**What the exercise asks**
Extract only the lines from the start of the entries below to the line with "width:14px; height:14px; translate:-50%", inclusive; omit every picture.

++++ Data listing ++++

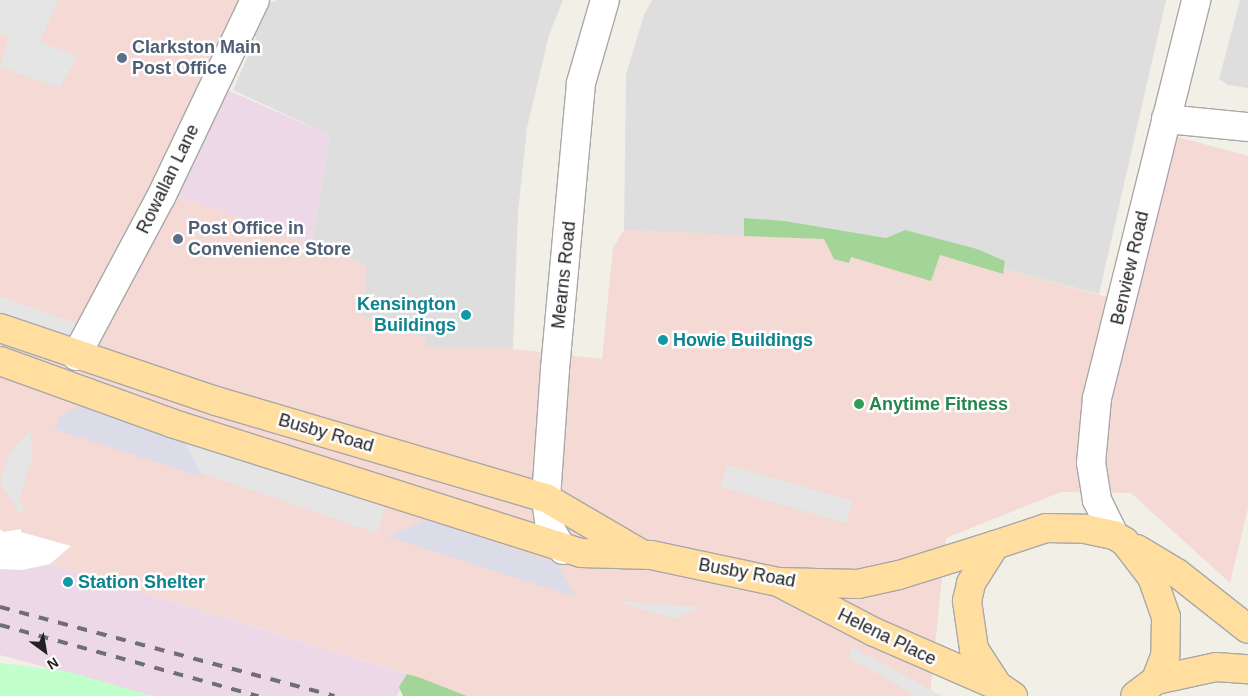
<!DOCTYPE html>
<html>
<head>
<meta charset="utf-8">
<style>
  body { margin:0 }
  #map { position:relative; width:1248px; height:696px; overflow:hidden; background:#f2efe7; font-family:Arial,sans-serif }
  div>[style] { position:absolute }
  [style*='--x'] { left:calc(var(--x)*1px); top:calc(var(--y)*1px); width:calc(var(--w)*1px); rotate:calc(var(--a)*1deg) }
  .residential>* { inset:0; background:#dfdede }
  .commercial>* { inset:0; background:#f4d9d5 }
  .industrial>* { inset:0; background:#ecd8e6 }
  .forest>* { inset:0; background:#a4d598 }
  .park>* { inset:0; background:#c1ffcc }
  .parking>* { inset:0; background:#e5e5e5; transform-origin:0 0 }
  .plaza>* { inset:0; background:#dcdbe8 }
  .pier>* { inset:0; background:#fff }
  .roads { filter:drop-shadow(1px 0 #a8a8a8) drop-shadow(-1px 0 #a8a8a8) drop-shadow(0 1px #a8a8a8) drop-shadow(0 -1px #a8a8a8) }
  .minor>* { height:28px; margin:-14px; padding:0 14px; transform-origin:14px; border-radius:14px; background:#fff }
  .tertiary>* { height:28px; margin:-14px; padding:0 14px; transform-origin:14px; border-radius:14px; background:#fff }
  .primary>* { height:28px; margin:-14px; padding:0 14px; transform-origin:14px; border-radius:14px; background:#ffde9f }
  .rail>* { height:4px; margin-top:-2px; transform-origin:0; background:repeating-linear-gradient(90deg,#6f6f6f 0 10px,transparent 0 20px) }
  .dots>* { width:14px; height:14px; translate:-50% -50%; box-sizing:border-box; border:2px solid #fff; border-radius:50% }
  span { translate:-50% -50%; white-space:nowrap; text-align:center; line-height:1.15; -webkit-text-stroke:5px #fff; paint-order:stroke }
  .service-label { font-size:18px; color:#4e5e75; font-weight:700 }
  .left { translate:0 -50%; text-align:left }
  .street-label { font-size:18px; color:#212121 }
  .culture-label { font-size:18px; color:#0d838f; font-weight:700 }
  .right { translate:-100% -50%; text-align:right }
  .leisure-label { font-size:18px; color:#27864d; font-weight:700 }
  .north { position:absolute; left:20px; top:626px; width:50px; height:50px; -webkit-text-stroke:4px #fff; paint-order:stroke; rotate:148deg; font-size:14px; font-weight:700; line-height:20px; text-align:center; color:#212121 }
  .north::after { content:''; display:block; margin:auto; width:18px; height:22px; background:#212121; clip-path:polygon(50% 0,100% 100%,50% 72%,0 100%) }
</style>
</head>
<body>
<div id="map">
  <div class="residential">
    <div style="clip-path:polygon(277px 0,563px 0,549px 35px,527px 128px,518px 212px,513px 349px,426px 347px,426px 338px,363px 316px,366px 265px,311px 245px,330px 135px,233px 90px,256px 38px,251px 30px,261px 7px)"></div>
    <div style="clip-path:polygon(652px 0,1166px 0,1099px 294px,1003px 269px,1004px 261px,905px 230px,886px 238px,785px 221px,744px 219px,744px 236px,624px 230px,626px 75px,644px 15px)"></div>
    <div style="clip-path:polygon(1240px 0,1248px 0,1248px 88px,1228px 85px,1219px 79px)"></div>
  </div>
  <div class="commercial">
    <div style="clip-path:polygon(0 0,239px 0,182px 126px,173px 194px,366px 265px,363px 316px,426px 338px,426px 347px,504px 348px,602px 359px,613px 248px,624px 230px,824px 239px,835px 259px,851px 257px,931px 280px,940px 255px,1002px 274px,1003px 269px,1122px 301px,1163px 133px,1248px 156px,1248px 508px,1230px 583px,1131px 493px,1061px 492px,946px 538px,930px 696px,467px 696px,421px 678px,32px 558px,0 544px)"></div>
  </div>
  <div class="industrial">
    <div style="clip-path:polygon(225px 89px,330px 135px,311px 245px,173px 194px,215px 117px)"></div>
    <div style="clip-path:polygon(0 544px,32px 558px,407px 674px,397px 696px,152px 696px,0 655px)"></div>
  </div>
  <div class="forest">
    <div style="clip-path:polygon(744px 218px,785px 221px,886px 238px,905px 230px,977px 249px,1005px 261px,1003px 274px,940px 255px,931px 281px,851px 257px,849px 263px,834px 259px,824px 239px,744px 236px)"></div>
    <div style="clip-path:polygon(407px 674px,421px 678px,467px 696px,403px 696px,399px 687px)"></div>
  </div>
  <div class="park">
    <div style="clip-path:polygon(0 663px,66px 671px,152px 696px,0 696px)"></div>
  </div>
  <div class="parking">
    <div style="clip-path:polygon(0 0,58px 0,40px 41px,77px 57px,60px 88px,0 67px,9px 37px,0 34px)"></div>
    <div style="left:0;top:296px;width:80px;height:15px;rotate:20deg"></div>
    <div style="clip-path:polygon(31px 429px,32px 458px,18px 502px,24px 505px,21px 516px,0 482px,9px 454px)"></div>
    <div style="left:183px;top:438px;width:214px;height:27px;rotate:19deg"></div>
    <div style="left:727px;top:465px;width:131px;height:23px;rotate:16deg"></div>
    <div style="clip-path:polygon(616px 601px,701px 607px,675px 619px)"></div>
    <div style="clip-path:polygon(853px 647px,942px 696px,916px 696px,848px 657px)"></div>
  </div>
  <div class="plaza">
    <div style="clip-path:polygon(84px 404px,183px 438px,202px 477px,54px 429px,60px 416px)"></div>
    <div style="clip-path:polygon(426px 519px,558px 564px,576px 597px,388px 537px)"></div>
  </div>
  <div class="pier">
    <div style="clip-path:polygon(0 529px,4px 532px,21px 529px,21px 532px,71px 546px,50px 564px,22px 570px,0 569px)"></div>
  </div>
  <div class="roads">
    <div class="minor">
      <div style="--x:1166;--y:119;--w:82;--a:5.6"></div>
      <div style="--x:76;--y:356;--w:180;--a:-61.9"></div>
      <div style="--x:161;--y:197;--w:218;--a:-64.5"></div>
    </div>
    <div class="tertiary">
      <div style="--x:1114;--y:535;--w:39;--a:-116"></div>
      <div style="--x:1097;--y:500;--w:37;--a:-99"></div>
      <div style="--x:1091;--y:463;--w:65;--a:-84.7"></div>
      <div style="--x:1097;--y:398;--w:410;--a:-76"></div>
      <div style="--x:563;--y:550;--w:26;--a:-121"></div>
      <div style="--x:550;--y:528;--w:30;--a:-98"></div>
      <div style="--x:546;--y:498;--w:129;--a:-86"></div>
      <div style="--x:555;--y:369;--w:287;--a:-84.8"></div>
      <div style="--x:581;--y:83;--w:86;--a:-73.9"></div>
    </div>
    <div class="primary">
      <div style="--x:0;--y:328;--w:228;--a:18.7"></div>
      <div style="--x:216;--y:401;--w:344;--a:16.4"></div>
      <div style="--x:546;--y:498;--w:111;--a:30.3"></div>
      <div style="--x:0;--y:361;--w:182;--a:19.9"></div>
      <div style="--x:171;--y:423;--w:430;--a:17.6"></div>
      <div style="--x:581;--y:553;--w:70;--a:1.6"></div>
      <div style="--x:651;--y:555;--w:130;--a:12"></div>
      <div style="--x:778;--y:582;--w:80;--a:1.4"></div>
      <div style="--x:858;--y:584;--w:42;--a:-12.4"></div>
      <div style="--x:899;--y:575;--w:101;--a:-17.4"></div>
      <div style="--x:1137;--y:549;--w:47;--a:31"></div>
      <div style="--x:1177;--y:573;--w:90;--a:38.3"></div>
      <div style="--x:782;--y:584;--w:104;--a:27.6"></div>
      <div style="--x:874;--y:632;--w:135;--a:23.5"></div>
      <div style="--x:1156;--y:680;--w:61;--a:-12.2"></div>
      <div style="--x:1216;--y:667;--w:32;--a:4"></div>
      <div style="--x:1013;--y:696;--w:18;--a:-146"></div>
      <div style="--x:998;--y:686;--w:44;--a:-123"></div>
      <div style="--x:974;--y:649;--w:49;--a:-98.3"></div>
      <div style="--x:967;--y:601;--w:18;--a:-77"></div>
      <div style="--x:971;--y:583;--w:45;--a:-57.7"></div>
      <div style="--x:995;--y:545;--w:54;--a:-18.4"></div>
      <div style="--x:1046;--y:528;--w:39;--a:1"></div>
      <div style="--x:1085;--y:529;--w:30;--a:12"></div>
      <div style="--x:1114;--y:535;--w:13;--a:32"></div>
      <div style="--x:1125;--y:542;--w:44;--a:52.4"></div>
      <div style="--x:1152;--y:577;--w:42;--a:70.7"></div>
      <div style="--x:1166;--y:617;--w:39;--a:91"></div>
      <div style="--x:1165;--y:656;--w:26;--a:111"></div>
      <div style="--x:1156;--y:680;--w:26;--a:143"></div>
    </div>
  </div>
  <div class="rail">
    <div style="--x:0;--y:607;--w:346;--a:14.9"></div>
    <div style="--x:0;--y:625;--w:268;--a:15.4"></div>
  </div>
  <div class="dots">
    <div style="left:122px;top:58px;background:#5c6f8a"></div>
    <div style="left:178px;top:239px;background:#5c6f8a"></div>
    <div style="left:466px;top:315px;background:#0f9aa8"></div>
    <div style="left:663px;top:340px;background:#0f9aa8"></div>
    <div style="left:859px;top:404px;background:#2e9e5b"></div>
    <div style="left:68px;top:582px;background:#0f9aa8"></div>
  </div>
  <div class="service-label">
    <span class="left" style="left:132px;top:58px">Clarkston Main<br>Post Office</span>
    <span class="left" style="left:188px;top:239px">Post Office in<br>Convenience Store</span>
  </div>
  <div class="street-label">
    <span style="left:168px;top:179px;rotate:-64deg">Rowallan Lane</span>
    <span style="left:1130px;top:268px;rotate:-77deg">Benview Road</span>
    <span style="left:564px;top:275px;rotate:-84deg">Mearns Road</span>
    <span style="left:326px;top:433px;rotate:16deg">Busby Road</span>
    <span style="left:747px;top:573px;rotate:10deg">Busby Road</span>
    <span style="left:887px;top:637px;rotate:26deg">Helena Place</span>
  </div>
  <div class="culture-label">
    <span class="right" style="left:456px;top:315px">Kensington<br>Buildings</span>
    <span class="left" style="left:673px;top:340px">Howie Buildings</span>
    <span class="left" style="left:78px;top:582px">Station Shelter</span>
  </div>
  <div class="leisure-label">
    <span class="left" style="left:869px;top:404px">Anytime Fitness</span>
  </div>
  <div class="north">N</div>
</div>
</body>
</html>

++++

**Solution to the exercise**
<!DOCTYPE html>
<html>
<head>
<meta charset="utf-8">
<style>
  body { margin:0 }
  #map { position:relative; width:1248px; height:696px; overflow:hidden; background:#f2efe7; font-family:Arial,sans-serif }
  div>[style] { position:absolute }
  [style*='--x'] { left:calc(var(--x)*1px); top:calc(var(--y)*1px); width:calc(var(--w)*1px); rotate:calc(var(--a)*1deg) }
  .residential>* { inset:0; background:#dfdede }
  .commercial>* { inset:0; background:#f4d9d5 }
  .industrial>* { inset:0; background:#ecd8e6 }
  .forest>* { inset:0; background:#a4d598 }
  .park>* { inset:0; background:#c1ffcc }
  .parking>* { inset:0; background:#e5e5e5; transform-origin:0 0 }
  .plaza>* { inset:0; background:#dcdbe8 }
  .pier>* { inset:0; background:#fff }
  .roads { filter:drop-shadow(1px 0 #a8a8a8) drop-shadow(-1px 0 #a8a8a8) drop-shadow(0 1px #a8a8a8) drop-shadow(0 -1px #a8a8a8) }
  .minor>* { height:28px; margin:-14px; padding:0 14px; transform-origin:14px; border-radius:14px; background:#fff }
  .tertiary>* { height:28px; margin:-14px; padding:0 14px; transform-origin:14px; border-radius:14px; background:#fff }
  .primary>* { height:28px; margin:-14px; padding:0 14px; transform-origin:14px; border-radius:14px; background:#ffde9f }
  .rail>* { height:4px; margin-top:-2px; transform-origin:0; background:repeating-linear-gradient(90deg,#6f6f6f 0 10px,transparent 0 20px) }
  .dots>* { width:14px; height:14px; translate:-50% -50%; box-sizing:border-box; border:2px solid #fff; border-radius:50% }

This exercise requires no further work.